::: Materials provided :::
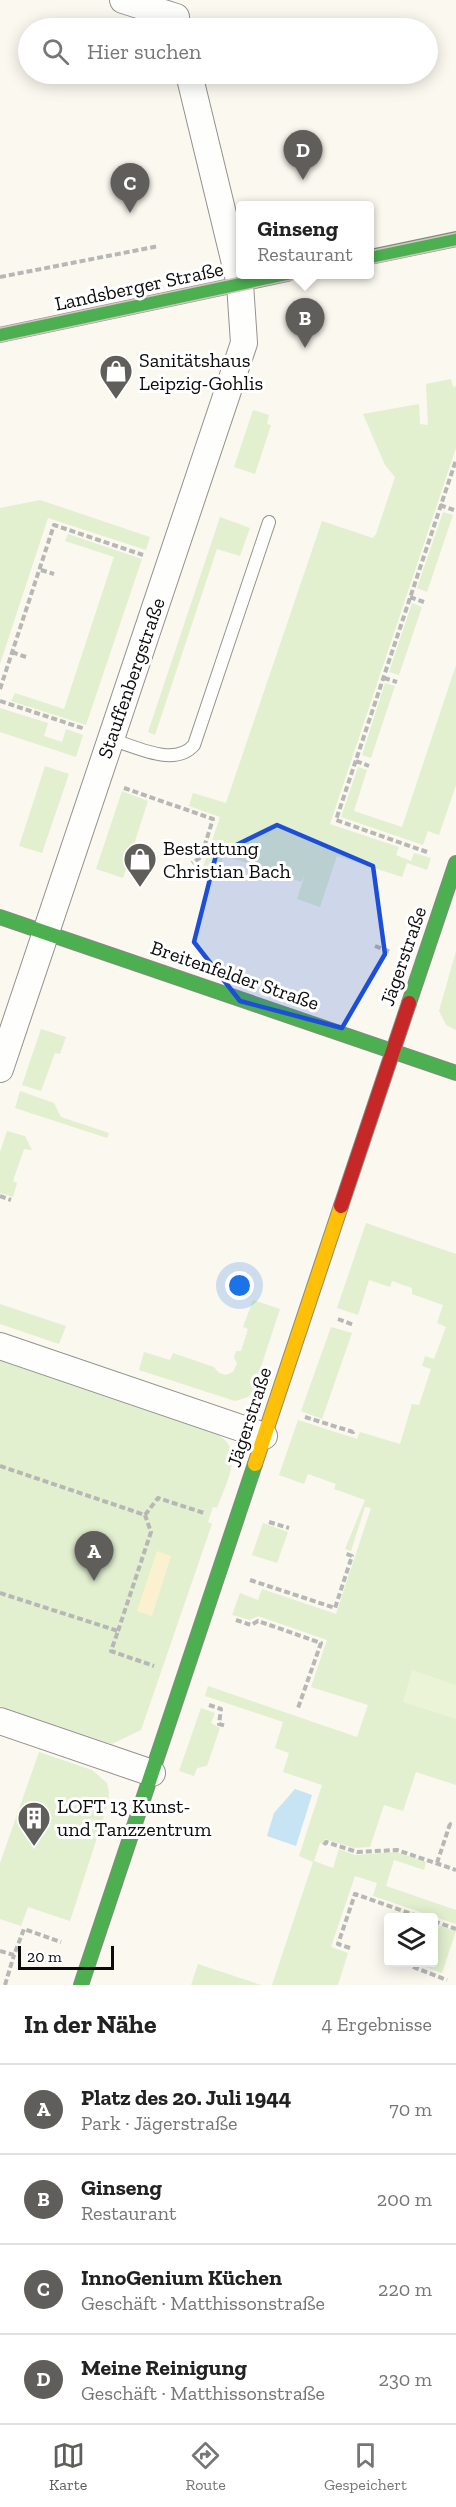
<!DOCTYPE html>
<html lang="de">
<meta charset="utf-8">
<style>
:root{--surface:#fff;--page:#f6f6f6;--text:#222;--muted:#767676;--line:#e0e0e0;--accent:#5f5e5b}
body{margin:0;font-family:"Zilla Slab",serif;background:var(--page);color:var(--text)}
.controls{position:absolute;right:18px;bottom:18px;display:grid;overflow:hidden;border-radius:6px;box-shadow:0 3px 15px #0003}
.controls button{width:54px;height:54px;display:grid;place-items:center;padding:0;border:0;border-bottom:2px solid var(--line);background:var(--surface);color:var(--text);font:30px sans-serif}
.scale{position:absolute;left:18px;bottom:15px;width:96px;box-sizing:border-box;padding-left:6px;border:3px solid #0b0b0b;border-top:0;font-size:16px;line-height:21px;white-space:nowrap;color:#0b0b0b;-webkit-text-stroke:4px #fff;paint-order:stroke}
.you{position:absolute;left:240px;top:1286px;width:21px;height:21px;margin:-15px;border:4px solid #fff;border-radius:50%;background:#1a73e8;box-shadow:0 0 0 9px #1a73e833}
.badge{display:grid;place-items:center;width:39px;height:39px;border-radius:50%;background:var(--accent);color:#fff;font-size:20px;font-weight:700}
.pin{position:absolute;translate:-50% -50px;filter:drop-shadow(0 2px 3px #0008)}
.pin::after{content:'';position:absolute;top:32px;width:21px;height:18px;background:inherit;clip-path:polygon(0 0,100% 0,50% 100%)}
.popup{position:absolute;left:236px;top:201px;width:138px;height:78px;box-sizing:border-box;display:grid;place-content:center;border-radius:6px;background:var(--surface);filter:drop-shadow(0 2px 4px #0005);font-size:20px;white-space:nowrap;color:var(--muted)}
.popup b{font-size:22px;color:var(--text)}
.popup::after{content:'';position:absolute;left:50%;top:100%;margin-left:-12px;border:12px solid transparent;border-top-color:var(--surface)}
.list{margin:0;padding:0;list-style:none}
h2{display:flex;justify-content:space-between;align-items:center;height:78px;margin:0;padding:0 24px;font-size:26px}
h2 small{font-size:20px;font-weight:400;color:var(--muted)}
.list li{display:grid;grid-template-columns:39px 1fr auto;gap:18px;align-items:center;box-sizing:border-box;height:90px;padding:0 24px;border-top:2px solid var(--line)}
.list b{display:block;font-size:22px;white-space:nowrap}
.list p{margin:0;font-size:20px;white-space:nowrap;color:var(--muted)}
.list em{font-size:20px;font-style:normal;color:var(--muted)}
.icon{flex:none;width:33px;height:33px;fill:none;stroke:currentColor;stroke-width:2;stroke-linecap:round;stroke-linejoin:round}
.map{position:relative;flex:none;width:456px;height:1985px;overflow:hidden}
.search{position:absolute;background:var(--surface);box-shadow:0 3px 15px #0003;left:18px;right:18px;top:18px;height:66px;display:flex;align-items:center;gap:15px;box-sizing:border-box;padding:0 21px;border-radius:33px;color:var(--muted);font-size:22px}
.sheet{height:438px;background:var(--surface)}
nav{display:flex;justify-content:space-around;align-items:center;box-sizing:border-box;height:84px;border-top:2px solid var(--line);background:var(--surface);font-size:16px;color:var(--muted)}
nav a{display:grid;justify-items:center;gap:3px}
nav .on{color:var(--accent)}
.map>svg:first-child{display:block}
.green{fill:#e2f0cf}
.sand{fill:#fbf1d0}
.pitch{fill:#ecf4d8}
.water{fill:#c6e4f4}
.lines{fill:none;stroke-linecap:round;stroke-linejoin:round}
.lane-casing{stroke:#93928e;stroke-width:14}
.street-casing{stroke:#93928e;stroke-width:28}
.fast-casing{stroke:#898884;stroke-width:16}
.slow-casing{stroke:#898884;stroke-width:16}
.jam-casing{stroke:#898884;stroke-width:16}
.path{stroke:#b7b7b5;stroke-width:4;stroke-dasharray:6 3;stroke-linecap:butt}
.lane{stroke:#fefefd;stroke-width:12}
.street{stroke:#fefefd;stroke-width:26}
.fast{stroke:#4caf50;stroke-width:14}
.slow{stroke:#ffc107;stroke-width:14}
.jam{stroke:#c62828;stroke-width:14}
.tram{stroke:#d6c4c4;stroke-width:1.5}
.marked{fill:#1d4ed8;fill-opacity:0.2;stroke:#1d4ed8;stroke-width:4.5;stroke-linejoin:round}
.labels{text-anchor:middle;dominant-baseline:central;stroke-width:6;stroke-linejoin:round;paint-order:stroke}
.street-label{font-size:20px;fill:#0b0b0b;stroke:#fff}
.poi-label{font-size:20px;fill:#0b0b0b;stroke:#fff;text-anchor:start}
</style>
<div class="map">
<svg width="456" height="1985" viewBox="0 0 456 1985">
<rect width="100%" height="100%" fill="#faf8ef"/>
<path class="green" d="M451,379L453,387L456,386V448L330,824L399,847L396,855L411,861L414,853L431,858L427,870L407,863L402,877L337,856L320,907L297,899L305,874L301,882L224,855L217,875L202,870L220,817L189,806L193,793L226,803L322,521L373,538L376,534L395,477L385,465L363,414L419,404L420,424L428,425L426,384Z
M253,410L269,415L267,424L271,425L255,474L234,467Z
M40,500L150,537L146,550L48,518L0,664V508Z
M443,512L453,515L427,592L417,588Z
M220,517L250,528L240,556L217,549L155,735L148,732Z
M68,534L142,559L86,725L11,701L15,693L64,709L114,557L65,541Z
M412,603L422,607L399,675L389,672Z
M456,665V785L439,835L428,831L423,845L341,817L358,767L367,770L354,811L402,827Z
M385,683L395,686L371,758L362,755Z
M0,708L48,723L44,736L62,742L66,729L83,735L76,757L0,732Z
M45,766L69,774L42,853L19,846Z
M122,791L148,801L123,878L96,869Z
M456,951V1030L446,1025L439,1011Z
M41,1029L66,1037L60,1054L55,1053L41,1091L22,1085Z
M20,1091L54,1103L61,1117L109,1133L107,1138L15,1108Z
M7,1131L25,1136L32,1150L24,1149L13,1181L17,1183L13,1197L0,1193V1152Z
M366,1223L456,1254V1785L416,1772L403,1811L384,1805L370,1847L354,1848L325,1839L323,1844L320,1843L314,1861L333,1868L339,1849L355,1855L396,1852L426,1862L424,1870L394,1860L386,1886L456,1910V1924L373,1896L377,1883L355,1876L331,1947L348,1953L338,1985H272L313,1862L299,1856L322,1785L283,1772L289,1753L275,1748L283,1722L205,1696L208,1686L357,1737L368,1705L311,1687L327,1640L258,1616L250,1620L232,1615L240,1593L258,1600L262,1589L336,1614L371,1508L365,1507L351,1551L345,1549L365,1500L334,1489L336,1484L308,1474L304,1484L279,1475L298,1420L357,1439L360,1432L400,1444L412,1404L419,1405L431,1369L422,1366L425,1356L434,1359L446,1327L437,1323L443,1305L412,1294V1288L392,1281L390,1287L369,1280L358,1315L337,1308Z
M253,1300L280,1309L253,1391L248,1397L235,1401L139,1370L144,1352L170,1360L173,1353L214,1367L219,1373L226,1375L233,1372L237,1363L234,1358L236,1351H241L248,1329L243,1327Z
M0,1304L66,1326L59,1344L0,1324Z
M331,1327L352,1333L322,1419L301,1411Z
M0,1359L210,1431C249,1446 227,1479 217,1508L213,1507L208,1522L212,1524L141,1730L112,1744L0,1706Z
M263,1523L288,1532L277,1563L252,1555Z
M201,1708L215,1713L211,1723L220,1728L207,1766L197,1768L194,1776L179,1771Z
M39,1752L92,1770L107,1783L109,1792L108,1804L70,1921L28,1907L21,1926L0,1919V1863Z
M434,1924L456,1931L442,1973L415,1963L434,1962Z
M198,1964L261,1985H191Z"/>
<path class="sand" d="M157,1551L171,1556L152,1616L137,1611Z"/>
<path class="pitch" d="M412,1670L456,1685V1719L403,1702Z"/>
<path class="water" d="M295,1789L312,1795L296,1846L267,1836L274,1813Z"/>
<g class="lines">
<defs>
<path id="lane" d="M110,739C135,746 174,768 194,745L269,522"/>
<path id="street" d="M123,0L176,17
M0,1069L244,343L240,284L189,74
M0,1346L264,1436
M0,1721L152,1773"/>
<path id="fast" d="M370,257L456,239
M0,335L287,274
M0,917L456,1073
M409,1003L456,863
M81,1985L255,1464"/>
<path id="slow" d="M255,1464L341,1206"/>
<path id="jam" d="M341,1206L409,1003"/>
</defs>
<use href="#lane" class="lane-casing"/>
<use href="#street" class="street-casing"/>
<use href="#fast" class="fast-casing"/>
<use href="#slow" class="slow-casing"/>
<use href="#jam" class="jam-casing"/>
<path class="path" d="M0,277L159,246
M440,505L454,510
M41,570L54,574
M410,597L424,602
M12,652L26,657
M384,678L397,682
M0,689L54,525L143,555
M0,701L85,729
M356,761L369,766
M124,788L213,819L201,857L192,863
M427,852L336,820L456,460
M375,946L391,952
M0,1196L11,1200
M338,1319L354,1325
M305,1417L353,1432L354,1429
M0,1466L145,1515L158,1498L204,1513
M269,1522L289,1528
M250,1580L335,1608L352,1556L344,1553
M0,1593L118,1631L111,1651L154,1666
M236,1620L251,1625L258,1621L321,1643L298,1708
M118,1631L151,1532L145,1515
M209,1705L221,1709L219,1724L226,1726
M324,1845L326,1842L357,1852L397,1850L456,1870
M437,1863L450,1824L447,1823
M434,1921L456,1929
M350,1948L338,1944L355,1894L423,1918
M0,1951L14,1955L24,1929L61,1942
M413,1967L447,1980
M5,1985L14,1955"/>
<use href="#lane" class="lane"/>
<use href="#street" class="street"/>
<use href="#fast" class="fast"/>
<use href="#slow" class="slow"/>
<use href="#jam" class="jam"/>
<path class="tram" d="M370,251L456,233
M370,264L456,246
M0,328L255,274
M0,342L319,274"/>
</g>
<path class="marked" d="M277,825L373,866L385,954L342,1028L240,1001L194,942L216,855Z"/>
<defs>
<symbol id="shop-pin" viewBox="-11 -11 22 30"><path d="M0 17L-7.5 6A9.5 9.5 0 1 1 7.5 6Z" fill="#5f5e5b" stroke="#fff"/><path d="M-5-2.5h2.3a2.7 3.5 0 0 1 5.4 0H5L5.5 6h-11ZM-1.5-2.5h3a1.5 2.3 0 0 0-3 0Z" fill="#fff"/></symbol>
<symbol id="building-pin" viewBox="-11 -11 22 30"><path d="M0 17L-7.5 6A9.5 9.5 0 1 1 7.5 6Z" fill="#5f5e5b" stroke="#fff"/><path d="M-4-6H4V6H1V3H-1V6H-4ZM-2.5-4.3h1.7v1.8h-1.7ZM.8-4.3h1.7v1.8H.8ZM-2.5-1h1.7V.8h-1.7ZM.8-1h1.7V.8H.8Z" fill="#fff"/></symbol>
</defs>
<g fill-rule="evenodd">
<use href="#shop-pin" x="97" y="352" width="38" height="52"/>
<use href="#shop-pin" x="121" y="840" width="38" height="52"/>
<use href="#building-pin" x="15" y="1799" width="38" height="52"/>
</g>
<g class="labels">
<g class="street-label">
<text transform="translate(139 286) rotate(-12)">Landsberger Straße</text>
<text transform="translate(131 678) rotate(-71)">Stauffenbergstraße</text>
<text transform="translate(403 956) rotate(-71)">Jägerstraße</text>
<text transform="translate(235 975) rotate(19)">Breitenfelder Straße</text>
<text transform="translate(249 1417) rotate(-72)">Jägerstraße</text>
</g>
<g class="poi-label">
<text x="139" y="360">Sanitätshaus<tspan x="139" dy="23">Leipzig-Gohlis</tspan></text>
<text x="163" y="848">Bestattung<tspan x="163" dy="23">Christian Bach</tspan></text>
<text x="57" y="1806">LOFT 13 Kunst-<tspan x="57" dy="23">und Tanzzentrum</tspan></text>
</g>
</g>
</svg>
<div class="controls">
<button><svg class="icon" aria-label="layers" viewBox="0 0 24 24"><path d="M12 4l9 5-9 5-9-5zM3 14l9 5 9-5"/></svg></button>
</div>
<div class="scale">20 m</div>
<div class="you"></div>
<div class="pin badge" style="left:94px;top:1581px">A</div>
<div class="pin badge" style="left:305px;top:348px">B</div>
<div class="popup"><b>Ginseng</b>Restaurant</div>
<div class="pin badge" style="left:130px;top:213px">C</div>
<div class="pin badge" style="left:303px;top:180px">D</div>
<div class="search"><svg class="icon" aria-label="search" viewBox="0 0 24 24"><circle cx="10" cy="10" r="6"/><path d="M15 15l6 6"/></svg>Hier suchen</div>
</div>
<section class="sheet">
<h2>In der Nähe<small>4 Ergebnisse</small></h2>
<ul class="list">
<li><span class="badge">A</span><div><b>Platz des 20. Juli 1944</b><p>Park · Jägerstraße</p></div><em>70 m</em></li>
<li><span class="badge">B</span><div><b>Ginseng</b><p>Restaurant</p></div><em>200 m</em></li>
<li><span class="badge">C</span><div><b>InnoGenium Küchen</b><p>Geschäft · Matthissonstraße</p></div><em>220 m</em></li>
<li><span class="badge">D</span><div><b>Meine Reinigung</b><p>Geschäft · Matthissonstraße</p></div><em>230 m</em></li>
</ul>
</section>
<nav>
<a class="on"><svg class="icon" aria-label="map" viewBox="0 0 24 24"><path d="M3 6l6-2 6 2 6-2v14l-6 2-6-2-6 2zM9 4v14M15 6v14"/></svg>Karte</a>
<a><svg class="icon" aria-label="directions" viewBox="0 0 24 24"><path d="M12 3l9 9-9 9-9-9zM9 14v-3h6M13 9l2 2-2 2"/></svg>Route</a>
<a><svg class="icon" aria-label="saved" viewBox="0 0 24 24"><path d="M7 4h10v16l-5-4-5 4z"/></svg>Gespeichert</a>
</nav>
:::
▶ **Task prompt**
Your answer should hold every line of the entries that contains the string "after".

▶ **The answer**
.pin::after{content:'';position:absolute;top:32px;width:21px;height:18px;background:inherit;clip-path:polygon(0 0,100% 0,50% 100%)}
.popup::after{content:'';position:absolute;left:50%;top:100%;margin-left:-12px;border:12px solid transparent;border-top-color:var(--surface)}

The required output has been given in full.